Thank you very much for your help! I found all relevant info at https://arxiv.org/pdf/1905.12767.pdf

getsanjeevdubey commented 3 years ago

@cwhsu-google @efotopoulou Though my issue seems very less related to this, since i am trying to train it on a custom dataset. Despite running it for 300k, I am not able to get a converged reward plot. To check everything is going well, I am trying to see if q values are getting converged or not over different iterations. My settings are: slate_size = 100 user & doc vector are of length 145 each agent = slate decomposition agent (full slate q agent cannot be used since action space is large, which slateQ agent solves for)

[0.209816247 0.672948897 0.138823986 -0.381417215 0.203283459 -0.157474607 0.558498859 0.0357285365 -0.0832432359 -0.306503236 -0.0795367435 0.277975351 0.0103795044 0.197861522 -0.463964254 0.0460627973 -0.691076517 0.218603089 -0.447111547 -0.0333644077 -0.439966202 -0.283281863 -0.013531629 0.50945431 -0.705919266 0.25665611 0.029182218 -0.409537733 -0.116072506 -0.0328169651 -0.1983722 0.324900597 0.0853225738 -0.114950635 0.28221336 0.0611787699 -0.0344685763 0.357370555 -0.589705944 -0.24937807 -0.0080305 0.79175508 -0.167672127 0.0365265608 -0.436599731 0.153021529 -0.133471429 -0.629660368 -0.0871134251 -0.103498258 -0.149827451 0.378510296 0.868401885 -0.598987341 0.160983115 0.261486322 0.653617144 0.112870656 0.335867763 -0.0944061354 0.337530851 -0.296513 0.517484665 -0.43780762 0.0970332175 -0.37353915 0.337981075 -0.332032353 1.14180565 0.570612311 -0.359180361 0.439269572 0.180384859 -0.489291698 0.346548557 -0.454834551 -0.17369175 0.208824292 -0.366948724 -0.018982742 0.0682527125 0.0262328871 0.379669249 -0.179537177 -0.254400492 -0.57315886 -0.226627722 0.351775855 0.15934965 0.549802065 0.0397418 -0.379078835 0.496997416 -0.111561865 -0.191034168 -0.224825352 0.360356957 -0.0856648833 0.132795379 0.629708946]

Any help on what might be going wrong, or what else may I check to fix this?

Let me know if you need any other information, thanks in advance.
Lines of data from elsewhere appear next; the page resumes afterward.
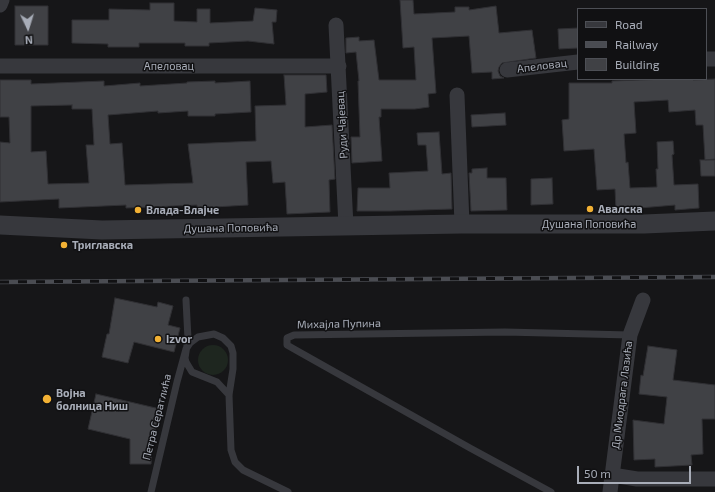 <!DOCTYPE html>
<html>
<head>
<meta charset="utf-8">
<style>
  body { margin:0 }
  #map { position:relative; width:715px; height:492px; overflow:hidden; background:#161618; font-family:"Exo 2",sans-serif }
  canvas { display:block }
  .legend { position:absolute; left:577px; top:8px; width:130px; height:72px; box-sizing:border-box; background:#111113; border:1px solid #4d4f55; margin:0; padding:5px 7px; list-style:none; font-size:12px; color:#a8adb8 }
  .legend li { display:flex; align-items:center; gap:8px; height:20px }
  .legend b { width:20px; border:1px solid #4d4f55 }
  .north { position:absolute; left:8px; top:8px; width:40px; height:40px; -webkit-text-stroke:3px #111113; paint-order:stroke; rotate:176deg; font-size:11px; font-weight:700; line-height:16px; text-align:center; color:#a8adb8 }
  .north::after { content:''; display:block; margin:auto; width:14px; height:18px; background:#a8adb8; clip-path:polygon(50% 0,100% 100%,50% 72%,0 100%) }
  .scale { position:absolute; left:577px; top:466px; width:114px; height:18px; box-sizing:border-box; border:2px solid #a8adb8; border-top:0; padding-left:5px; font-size:12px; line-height:14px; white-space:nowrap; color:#a8adb8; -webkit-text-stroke:3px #111113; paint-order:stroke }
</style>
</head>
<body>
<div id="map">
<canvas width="715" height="492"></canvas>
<ul class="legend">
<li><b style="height:5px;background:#37383d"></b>Road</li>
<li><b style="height:5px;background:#4a4c52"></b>Railway</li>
<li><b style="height:11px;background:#404145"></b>Building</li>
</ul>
<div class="north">N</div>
<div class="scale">50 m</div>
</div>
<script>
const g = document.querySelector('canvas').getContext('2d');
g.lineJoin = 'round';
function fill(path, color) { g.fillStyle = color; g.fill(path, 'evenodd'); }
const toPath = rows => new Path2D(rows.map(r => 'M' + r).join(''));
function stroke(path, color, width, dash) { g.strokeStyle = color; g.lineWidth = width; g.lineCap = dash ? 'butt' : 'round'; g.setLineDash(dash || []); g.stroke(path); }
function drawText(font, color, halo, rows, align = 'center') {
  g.font = font + ' "Exo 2",sans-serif'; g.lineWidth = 3; g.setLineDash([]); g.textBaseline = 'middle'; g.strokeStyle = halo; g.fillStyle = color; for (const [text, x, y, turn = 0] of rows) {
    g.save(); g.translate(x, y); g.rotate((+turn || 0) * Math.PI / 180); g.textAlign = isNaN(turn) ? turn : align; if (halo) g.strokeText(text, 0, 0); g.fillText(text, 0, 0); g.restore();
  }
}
fill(toPath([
  '198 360a15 15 0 1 1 30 0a15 15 0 1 1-30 0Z'
]), '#1e261f');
const building = toPath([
  [400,0,413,0,414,14,455,12,455,7,469,7,469,10,496,6,499,33,532,30,536,58,502,63,499,67,498,71,500,76,504,78,492,79,492,72,472,73,469,36,432,38,436,93,428,94,429,107,415,109,381,109,381,117,379,117,382,161,352,163,351,137,360,137,358,81,359,81,356,52,346,53,346,38,359,37,359,41,374,40,379,80,416,80,414,47,403,48,400,0],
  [150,3,174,3,174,21,197,22,197,9,210,9,210,23,253,21,255,8,277,10,276,22,272,22,274,44,248,41,209,43,209,46,185,46,185,43,139,43,139,47,108,47,108,44,72,43,72,20,109,20,109,9,150,10,150,3],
  [15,6,48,6,48,45,15,45,15,6],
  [578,28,578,48,559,49,558,29,578,28],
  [284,75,326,75,327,92,305,94,305,127,332,125,335,179,329,180,330,212,287,214,285,182,273,183,271,161,246,162,248,205,197,208,197,205,126,208,126,205,59,208,59,199,0,202,0,142,10,143,9,117,0,117,0,80,31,80,31,84,104,81,104,86,140,83,140,86,187,83,187,82,215,81,215,83,250,81,251,112,215,114,215,116,188,116,188,111,158,113,158,111,108,115,110,144,122,143,125,185,193,183,188,144,256,141,255,106,286,105,284,75],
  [72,105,72,109,92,109,94,145,86,145,89,183,48,184,46,151,31,152,31,106,72,105],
  [667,79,692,79,693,80,715,79,715,159,705,160,703,125,696,125,695,110,669,112,668,100,634,102,636,133,624,134,626,163,628,162,630,188,657,187,656,169,658,169,657,142,673,141,674,154,672,155,674,185,698,184,699,208,675,210,675,205,616,210,615,189,597,190,594,149,564,151,562,120,569,119,569,83,612,83,612,81,667,79],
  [505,113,506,125,472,127,471,115,505,113],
  [439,132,442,174,451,173,452,209,391,211,357,211,358,188,390,188,389,173,428,171,426,145,418,145,417,133,439,132],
  [700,160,715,160,715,176,701,176,700,160],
  [487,168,487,178,506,178,507,210,471,211,469,173,472,173,472,169,487,168],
  [552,178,553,204,531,205,531,179,552,178],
  [115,298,157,307,158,302,173,306,168,325,180,328,174,352,134,342,128,363,102,357,107,334,109,334,115,298],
  [648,346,677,350,673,380,715,385,715,419,702,419,703,454,691,455,692,465,655,467,655,459,634,460,633,420,664,424,667,397,639,394,641,375,643,376,648,346],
  [96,394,160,409,152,446,151,464,130,464,130,439,88,429,96,394]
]);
fill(building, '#404145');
stroke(building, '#303034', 1);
stroke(toPath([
  [186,300,188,339,185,358,186,362,192,372,217,382,229,395],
  [151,492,177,382,186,349,190,343,198,337,214,334,223,338,231,346,233,353,233,369,229,395,231,450,235,462,243,470,288,492],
  [551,492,470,448,294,349,287,345,287,338,294,335,505,332,630,335]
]), '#37383d', 7);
stroke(toPath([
  [0,5,2,0],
  [336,25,346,226],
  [706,59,715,59],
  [0,66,339,66],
  [507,70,578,62],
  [457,95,462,224],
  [612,475,637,479,715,479],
  [610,492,630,335,643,300]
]), '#37383d', 15);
stroke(toPath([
  [0,225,102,230,462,224,644,224,715,221]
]), '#37383d', 19);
const rail = toPath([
  [0,282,715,277]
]);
stroke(rail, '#4a4c52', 4.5);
stroke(rail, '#111113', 3, [9]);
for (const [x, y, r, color] of [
  [590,209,4,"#f2b134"],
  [138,210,4,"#f2b134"],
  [64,245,4,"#f2b134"],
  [158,339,4,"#f2b134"],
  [47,399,5,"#f2b134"]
]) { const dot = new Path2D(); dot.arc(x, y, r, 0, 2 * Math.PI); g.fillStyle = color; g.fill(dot); stroke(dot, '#111113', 1.5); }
drawText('11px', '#a8adb8', '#111113', [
  ["Апеловац",169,66],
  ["Апеловац",542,66,-7],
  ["Руди Чајевац",342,125,-93],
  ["Душана Поповића",589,224],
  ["Душана Поповића",231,228,-1],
  ["Михајла Пупина",339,324,-1],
  ["Др Миодрага Лазића",622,395,-83],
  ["Петра Сератлића",157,417,-76]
]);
drawText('bold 11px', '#a8adb8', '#111113', [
  ["Авалска",598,209],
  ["Влада-Влајче",146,210],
  ["Триглавска",72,245],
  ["Izvor",166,339],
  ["Војна",56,393],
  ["болница Ниш",56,406]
], 'left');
</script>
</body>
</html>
getsanjeevdubey commented 3 years ago

Just to ensure if network is being trained and sync between online and target network is happening, I have even tried taking these values to be very less at https://github.com/google-research/recsim/blob/master/recsim/agents/dopamine/dqn_agent.py#L186 min_replay_history=100, target_update_period=50

getsanjeevdubey commented 3 years ago

@cwhsu-google Any help would be appreciated.

ww-Jingle commented 2 years ago

Thank you very much for your help! I found all relevant info at https://arxiv.org/pdf/1905.12767.pdf

Hi, may I know if you finally get a converged reward by using full_slate_q_leanring? I'm currently working on this, but I cannot get a converged reward in the interest_evolution environment no matter how the large number of training steps I trained.